Abercrombie has told his Cabinet that the end of session and the start of the new fiscal year in July mark the real beginning of his administration’s chance to reorganize government and work on priorities such as renewable energy and work force housing.
For the first several months of his term, the governor has been working to implement a budget adopted under Lingle. The new budget and financial plan now before him gives his administration significant flexibility to make the cuts and changes he thinks are necessary to achieve savings and improve efficiency.
"This wasn’t going to happen overnight, but if you compare where we are today to the last few years, you will see a real change," Lt. Gov. Brian Schatz said in an e-mail.
Republicans have praised Abercrombie and House leaders for resisting a GET increase, and the Senate for rejecting a pension tax, but still believe Democrats relied too much on new revenue and not enough on spending cuts to balance the budget.
Some of the activists at the core of Abercrombie’s political support during the campaign last year — social-service advocates, environmentalists and progressives — were disappointed with the governor and majority Democrats in the Legislature this session.
The Rev. Bob Nakata, a former state senator, said lawmakers should have approved a GET increase to help adequately finance state programs decimated by budget cuts during the recession.
Nakata described the budget and financial plan lawmakers sent to Abercrombie as a "bloody mess" that may fall short.

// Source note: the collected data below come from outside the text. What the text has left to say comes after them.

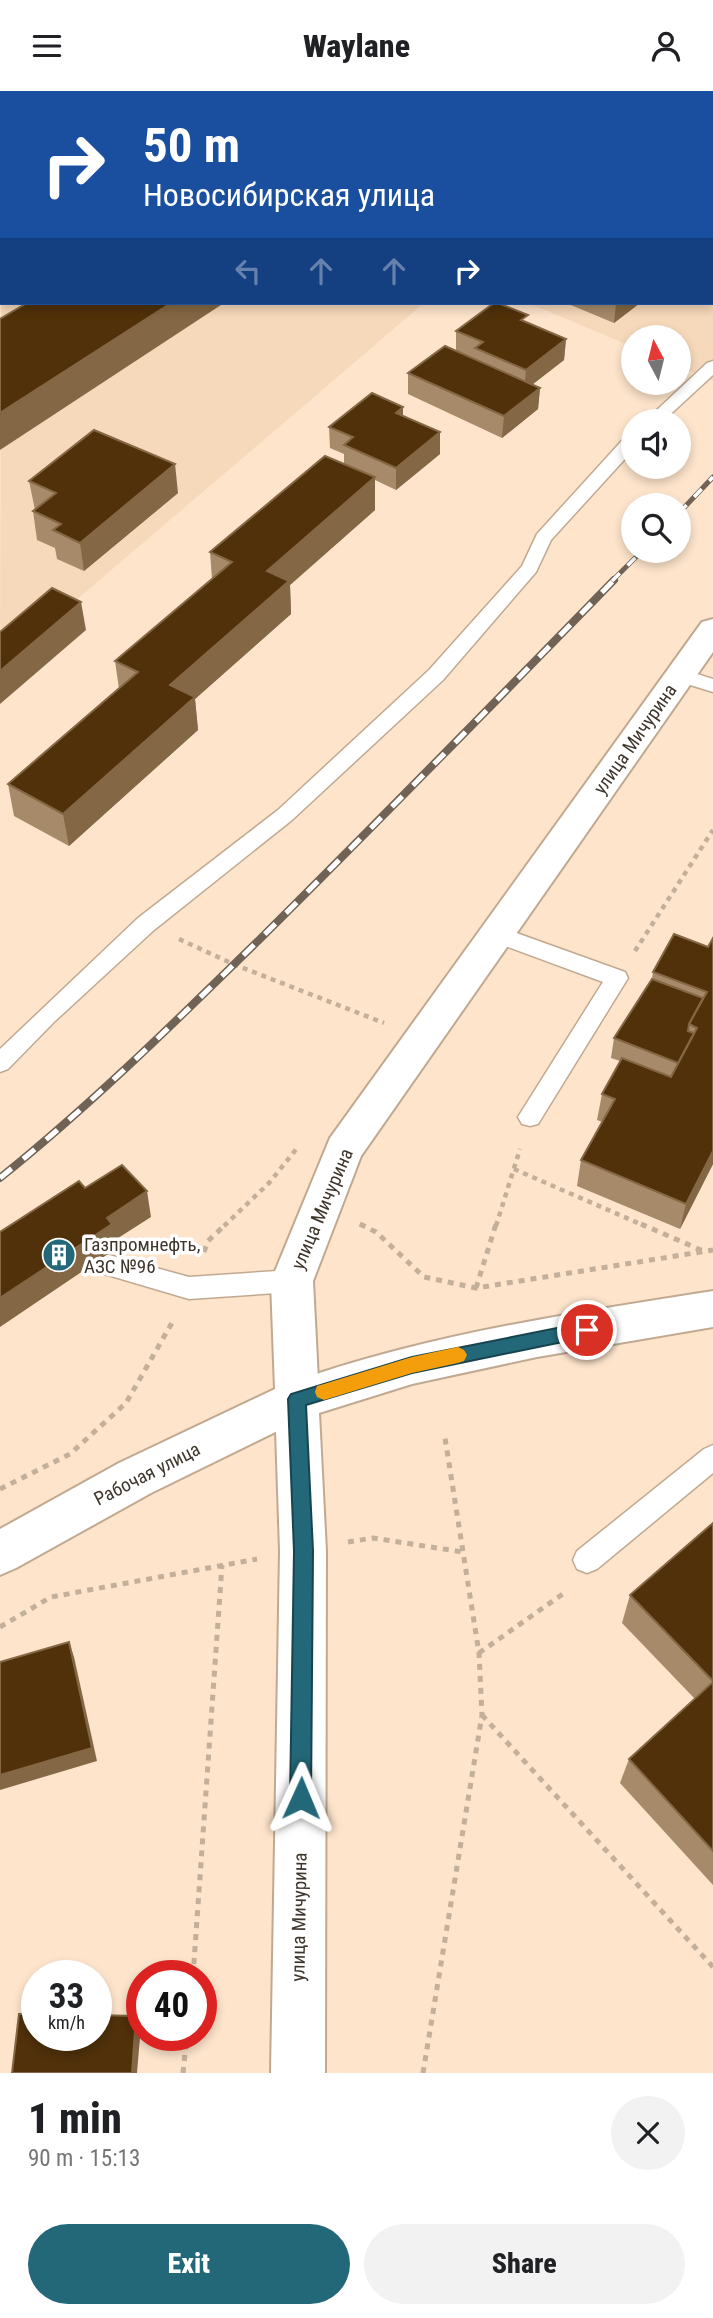 <!DOCTYPE html>
<meta charset="utf-8">
<style>
:root{--surface:#fff;--page:#f2f2f2;--text:#202124;--muted:#757577;--accent:#236878}
body{margin:0;font-family:"Roboto Condensed",sans-serif;background:var(--page);color:var(--text);height:100vh;display:flex;flex-direction:column;font-size:26px;white-space:nowrap}
*{box-sizing:border-box;margin:0}
p{font-size:23px;color:var(--muted)}
.icon{flex:none;width:38px;height:38px;fill:none;stroke:currentColor;stroke-width:2;stroke-linecap:round;stroke-linejoin:round}
.map{position:relative;height:1982px;overflow:hidden}
.side{display:flex;flex-direction:column;background:var(--surface);flex:1}
.side>*{flex:none}
.top-card{position:absolute;left:0px;top:0px;width:714px;height:214px;box-shadow:0 4px 10px #0003;background:#1a4fa0;color:#fff;overflow:hidden}
.needle{width:46px;rotate:353deg}
.controls{position:absolute;left:621px;top:234px;display:grid;gap:14px}
.controls a{display:grid;place-items:center;width:70px;height:70px;border-radius:50%;background:var(--surface);box-shadow:0 4px 10px #0003;font-size:35px}
.speed{position:absolute;left:21px;top:1869px;display:flex;gap:14px;font-size:35px;font-weight:700;text-align:center}
.speed>*{display:grid;place-content:center;width:91px;height:91px;border-radius:50%;background:var(--surface);box-shadow:0 4px 10px #0003;line-height:1}
.speed small{font-size:18px;font-weight:400}
.speed .limit{border:10px solid #d22;background:#fff;color:#111}
.pin{position:absolute;display:grid;place-items:center;width:60px;height:60px;color:#fff;margin:-30px;border:4px solid #fff;border-radius:50%;box-shadow:0 2px 7px #0007}
.me{position:absolute;width:77px;margin:-38px;rotate:1deg;stroke-linejoin:round;filter:drop-shadow(0 0 5px #0008)}
.turn{display:flex;align-items:center;gap:24px;height:147px;padding:0 28px;font-size:32px}
.turn .icon{width:91px;height:91px;stroke-width:2.5}
.turn b{display:block;font-size:49px;line-height:60px}
.lanes{display:flex;align-items:center;height:66px;padding:0 28px;background:#0003;justify-content:center;gap:35px;direction:ltr}
.lanes .off{opacity:.35}
.round{display:grid;place-items:center;flex:none;width:74px;height:74px;border-radius:37px;background:var(--page)}
.head{display:flex;align-items:center;justify-content:space-between;height:119px;padding:0 28px}
h1{font-size:42px;font-weight:800;line-height:52px}
.button{display:flex;gap:14px;margin-top:auto;padding:14px 28px}
.button a{flex:1;height:80px;border-radius:42px;background:var(--accent);color:#fff;font-size:28px;font-weight:800;line-height:80px;text-align:center}
.button a+a{background:var(--page);color:var(--text)}
header{display:flex;justify-content:space-between;align-items:center;height:91px;padding:0 28px;background:var(--surface);font-size:32px;font-weight:800}
.map>svg:first-child{display:block}
</style>
<header><svg class="icon" aria-label="menu" viewBox="0 0 24 24"><path d="M4 6h16M4 12h16M4 18h16"/></svg>Waylane<svg class="icon" aria-label="person" viewBox="0 0 24 24"><circle cx="12" cy="8" r="4"/><path d="M4 21q1-7 8-7t8 7"/></svg></header>
<div class="map">
<svg width="713" height="1982" viewBox="0 0 713 1982">
<rect width="100%" height="100%" fill="#fde4cb"/>
<g fill="#f6d8ba">
<path d="M76,0H713V290L679,275V247H634L633,256L528,212H712V2H75Z"/>
<path d="M2,42V212H424L0,574Z"/>
</g>
<g fill="none" stroke-linecap="round" stroke-linejoin="round">
<defs>
<g id="service">
<path d="M713,270V284L662,331H644L707,272Z"/>
<path d="M634,342V358L551,449L536,481L443,589L292,729L154,839L54,931L8,978L0,981V958L138,827L278,719L429,579L522,475L537,443L628,343Z"/>
<path d="M681,578L713,588V601L674,589L671,584L674,579Z"/>
<path d="M497,835L625,881L628,887L538,1033L530,1035L522,1033L518,1026L603,891L489,849L486,843L489,837Z"/>
<path d="M69,1153L189,1186L292,1179L301,1183L304,1190L301,1197L292,1201L189,1208L60,1170L57,1163L60,1156Z"/>
<path d="M713,1354V1382L597,1478L587,1482L577,1478L573,1469L577,1460L704,1358Z"/>
</g>
<path id="tertiary" d="M713,1200V1236L537,1266L412,1293L319,1322L326,1460L325,1982H271L280,1460L275,1309L282,1295C420,1244 568,1223 713,1200Z"/>
<path id="secondary" d="M713,528V561L361,1065L313,1190L319,1309L312,1323L151,1402L16,1477L0,1484V1438L119,1372L275,1298L271,1190L330,1047L702,531Z"/>
</defs>
<use href="#service" stroke="#c1a991" stroke-width="3"/>
<use href="#tertiary" stroke="#c1a991" stroke-width="4"/>
<use href="#secondary" stroke="#c1a991" stroke-width="4"/>
<g stroke="#c3af9a" stroke-width="4.5" stroke-dasharray="5 5" stroke-linecap="butt">
<path d="M179,848L233,873L384,932"/>
<path d="M635,860L713,739"/>
<path d="M514,1078L645,1135"/>
<path d="M360,1133L364,1135"/>
<path d="M224,1135L269,1092L298,1056"/>
<path d="M496,1135L520,1058"/>
</g>
<g stroke="#c3af9a" stroke-width="5" stroke-dasharray="6 6" stroke-linecap="butt">
<path d="M360,1133L376,1141L424,1186L476,1197L713,1159"/>
<path d="M641,1133L703,1160"/>
<path d="M204,1161L208,1150L226,1133"/>
<path d="M476,1197L496,1133"/>
<path d="M0,1398L70,1363L126,1312L173,1230"/>
<path d="M348,1451L373,1447L463,1461"/>
<path d="M0,1536L51,1506L257,1468"/>
<path d="M479,1562L567,1500"/>
<path d="M482,1624L713,1876"/>
<path d="M193,1885L222,1474"/>
<path d="M183,1982L187,1944"/>
<path d="M423,1982L482,1624L479,1562L445,1347"/>
</g>
<use href="#service" fill="#fff" fill-rule="evenodd"/>
<use href="#tertiary" fill="#fff" fill-rule="evenodd"/>
<use href="#secondary" fill="#fff" fill-rule="evenodd"/>
<defs>
<g id="rail-far1">
<path d="M370,2L373,0"/>
<path d="M417,2L420,0"/>
<path d="M679,422L713,386"/>
<path d="M612,490L642,460"/>
</g>
<path id="rail" d="M0,1087C92,1013 176,930 261,847C380,729 497,609 614,489"/>
</defs>
<use href="#rail-far1" stroke="#706355" stroke-width="5"/>
<use href="#rail" stroke="#706355" stroke-width="8"/>
<use href="#rail-far1" stroke="#fff" stroke-width="3.5" stroke-dasharray="11" stroke-linecap="butt"/>
<use href="#rail" stroke="#fff" stroke-width="5" stroke-dasharray="15" stroke-linecap="butt"/>
</g>
<g fill="#a68a6a">
<path d="M225,0H293L290,2H230Z"/>
<path d="M442,0H504L499,2H445Z"/>
<rect x="712" y="70" width="1" height="38"/>
<path d="M566,212H640L614,232Z"/>
<path d="M527,231L566,248L564,269L533,293L540,297L538,318L502,347L408,303V282L456,259V240Z"/>
<path d="M403,325L440,363L396,399L375,389V419L290,494L291,523L195,608L198,639L69,755L14,725L8,693L119,598L115,570L212,488L210,461L344,373V363L330,357L329,336Z"/>
<path d="M29,390L178,402L84,480L57,468L55,457L37,449L33,420L35,419Z"/>
<path d="M708,856L713,1073L680,1138L577,1095L581,1069L602,1031L597,1029L602,1003L620,970L611,967L614,947L652,888L653,881Z"/>
<path d="M713,1432V1794L620,1692L629,1668L695,1608L622,1532L630,1504Z"/>
</g>
<g fill="#846744">
<path d="M264,0H293L290,2H264Z"/>
<path d="M466,0H504L499,2H466Z"/>
<path d="M712,132H713L712,157Z"/>
<path d="M2,142V178L0,179V143Z"/>
<path d="M171,212H224L0,359V322Z"/>
<path d="M616,212H640L614,232Z"/>
<path d="M566,248L564,269L524,300L526,279Z"/>
<path d="M540,297L538,318L502,347L504,325Z"/>
<path d="M403,316V337L396,322Z"/>
<path d="M440,341V363L396,399V377Z"/>
<path d="M175,373L178,402L84,480L80,452Z"/>
<path d="M375,386V419L290,494L291,523L195,608L198,639L69,755L63,723L170,594L267,480Z"/>
<path d="M81,511L86,539L0,613V580Z"/>
<path d="M713,1060V1073L680,1138L686,1113Z"/>
<path d="M147,1100L151,1126L115,1149L117,1157L0,1236V1207L107,1127Z"/>
<path d="M69,1551L74,1566L97,1670L0,1699V1684Z"/>
<path d="M136,1925L141,1934L137,1982H132Z"/>
</g>
<g fill="#50310a" stroke="#846744" stroke-width="2">
<path d="M2,68V142L0,143V69Z"/>
<path d="M712,111H713L712,132Z"/>
<path d="M27,212H171L0,322V228Z"/>
<path d="M494,212H498L528,224L521,229L566,248L526,279L475,257L483,251L456,240Z"/>
<path d="M445,255L540,297L504,325L408,282Z"/>
<path d="M372,302L403,316L396,322L440,341L396,377L344,354L353,346L329,336Z"/>
<path d="M94,339L175,373L80,452L53,439L61,433L33,420L56,402L29,390Z"/>
<path d="M325,365L375,386L267,480L289,490L170,594L195,606L63,723L8,693L138,581L115,570L232,471L210,461Z"/>
<path d="M52,497L81,511L0,580V541Z"/>
<path d="M674,843L708,856L713,847V1060L686,1113L581,1069L615,1008L602,1003L622,967L671,986L697,937L689,933L707,901L653,881Z"/>
<path d="M652,888L703,907L689,933L688,940L694,942L678,972L614,947Z"/>
<path d="M122,1074L147,1100L107,1127L112,1133L0,1207V1141L79,1090L85,1097Z"/>
<path d="M713,1432V1590L630,1504Z"/>
<path d="M69,1551L92,1657L0,1684V1571Z"/>
<path d="M713,1591V1760L629,1668Z"/>
<path d="M19,1923H37V1944H96V1924L136,1925L132,1982H12Z"/>
</g>
<path fill="#236878" stroke="#17444e" stroke-width="2" d="M587,1231L593,1233L596,1239L593,1244L587,1246L412,1282L306,1314L313,1460L311,1707L308,1714L301,1717L293,1714L290,1707L294,1460L288,1308L291,1303L412,1266Z"/>
<path fill="#f59e0b" d="M458,1256L464,1259L467,1264L464,1270L458,1272L412,1282L324,1309L317,1306L315,1301L317,1295L324,1293L412,1266Z"/>
<defs>
<symbol id="building-disc" viewBox="-11 -11 22 22"><circle r="9.5" fill="#236878" stroke="#fff"/><path d="M-4-6H4V6H1V3H-1V6H-4ZM-2.5-4.3h1.7v1.8h-1.7ZM.8-4.3h1.7v1.8H.8ZM-2.5-1h1.7V.8h-1.7ZM.8-1h1.7V.8H.8Z" fill="#fff"/></symbol>
</defs>
<g fill-rule="evenodd">
<use href="#building-disc" x="40" y="1145" width="38" height="38"/>
</g>
<g text-anchor="middle" dominant-baseline="central" stroke-width="7" stroke-linejoin="round" paint-order="stroke">
<g font-size="19" fill="#3e352b" stroke="#fff">
<text transform="translate(635 648) rotate(-55)">улица Мичурина</text>
<text transform="translate(322 1118) rotate(-67)">улица Мичурина</text>
<text transform="translate(147 1383) rotate(-27)">Рабочая улица</text>
<text transform="translate(299 1826) rotate(-89)">улица Мичурина</text>
</g>
<g font-size="19" fill="#3e352b" stroke="#fff" text-anchor="start">
<text x="84" y="1153">Газпромнефть,<tspan x="84" dy="22">АЗС №96</tspan></text>
</g>
</g>
</svg>
<div class="controls">
<a><svg class="needle" viewBox="-14 -14 28 28"><path d="M0-13l5 13h-10z" fill="#e53935"/><path d="M0 13l5-13h-10z" fill="#757577"/></svg></a>
<a><svg class="icon" aria-label="sound" viewBox="0 0 24 24"><path d="M4 9h4l5-4v14l-5-4H4zM17 9q2 3 0 6"/></svg></a>
<a><svg class="icon" aria-label="search" viewBox="0 0 24 24"><circle cx="10" cy="10" r="6"/><path d="M15 15l6 6"/></svg></a>
</div>
<div class="speed"><div>33<small>km/h</small></div><div class="limit">40</div></div>
<div class="pin" style="left:587px;top:1239px;background:#d93025"><svg class="icon" aria-label="arrive" viewBox="0 0 24 24"><path d="M6 21V4h12l-3 4 3 4H6"/></svg></div>
<svg class="me" style="left:301px;top:1707px" viewBox="-20 -20 40 40"><path d="M0-17L14 15 0 8-14 15z" fill="#236878" stroke="#fff" stroke-width="4"/></svg>
<div class="top-card">
<div class="turn"><svg class="icon" aria-label="right" viewBox="0 0 24 24"><path d="M7 20v-9h11M14 6l5 5-5 5"/></svg><div><b>50 m</b>Новосибирская улица</div></div>
<div class="lanes"><svg class="icon off" aria-label="left" viewBox="0 0 24 24"><path d="M17 20v-9H6M10 6l-5 5 5 5"/></svg><svg class="icon off" aria-label="ahead" viewBox="0 0 24 24"><path d="M12 20V5M6 11l6-6 6 6"/></svg><svg class="icon off" aria-label="ahead" viewBox="0 0 24 24"><path d="M12 20V5M6 11l6-6 6 6"/></svg><svg class="icon" aria-label="right" viewBox="0 0 24 24"><path d="M7 20v-9h11M14 6l5 5-5 5"/></svg></div>
</div>
</div>
<section class="side">
<div class="head"><div><h1>1 min</h1><p>90 m · 15:13</p></div><a class="round"><svg class="icon" aria-label="close" viewBox="0 0 24 24"><path d="M6 6l12 12M18 6L6 18"/></svg></a></div>
<div class="button"><a>Exit</a><a>Share</a></div>
</section>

Robert Harris, director of the Sierra Club Hawaii chapter, said it was stunning that bills to shift some money from a barrel tax to alternative energy programs and to impose a fee on single-use plastic bags to discourage consumer use and help protect the environment appeared to be casualties of conference committee tactics.
"The budget crisis seemed to suck the air out of the room and a lot of other bills didn’t seem to get attention," he said. "More so, it seemed like the fight over the pension tax meant that a lot of different bills that were quite good and even revenue-producing died."